• **Exercise goal**
Retype the entries below word for word, leaving out every picture.

Source records START

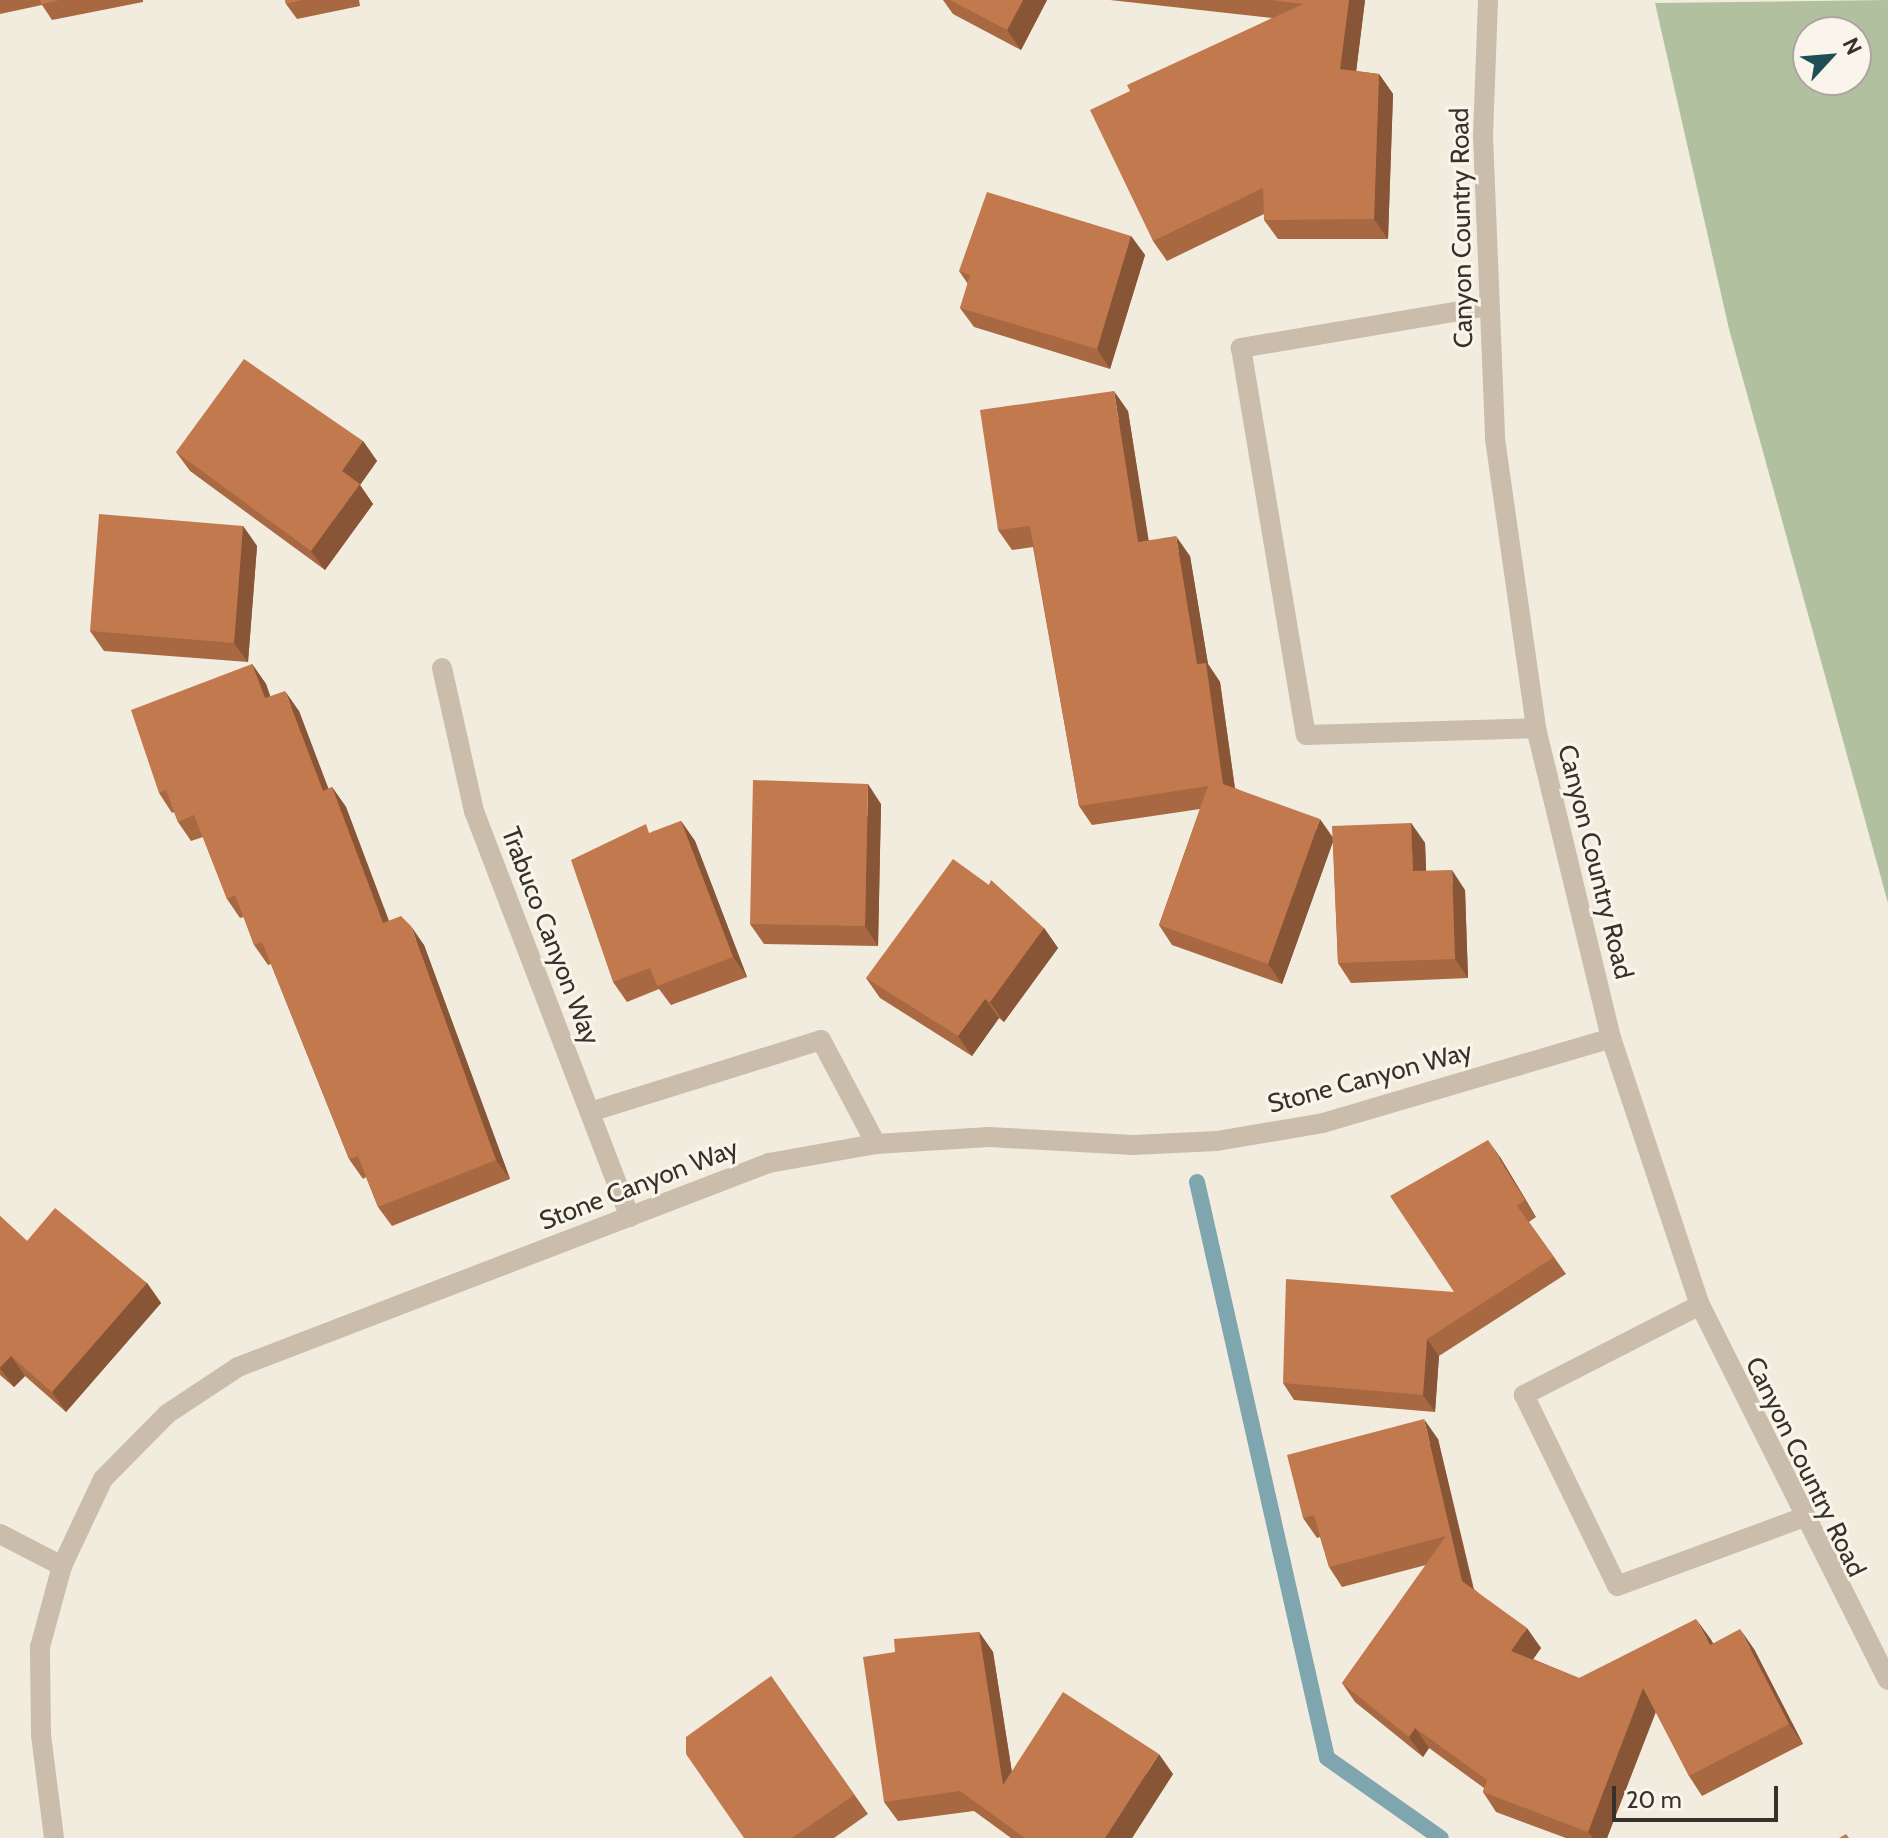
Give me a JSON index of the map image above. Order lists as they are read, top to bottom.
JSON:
{
  "streets": {
    "street": ["Canyon Country Road", "Trabuco Canyon Way", "Stone Canyon Way"]
  },
  "crossings": [
    ["Canyon Country Road", "Stone Canyon Way"],
    ["Trabuco Canyon Way", "Stone Canyon Way"]
  ],
  "scale_bar": "20 m",
  "north": "top right"
}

Source records END

• **Problem solution**
Give me a JSON index of the map image above. Order lists as they are read, top to bottom.
JSON:
{
  "streets": {
    "street": ["Canyon Country Road", "Trabuco Canyon Way", "Stone Canyon Way"]
  },
  "crossings": [
    ["Canyon Country Road", "Stone Canyon Way"],
    ["Trabuco Canyon Way", "Stone Canyon Way"]
  ],
  "scale_bar": "20 m",
  "north": "top right"
}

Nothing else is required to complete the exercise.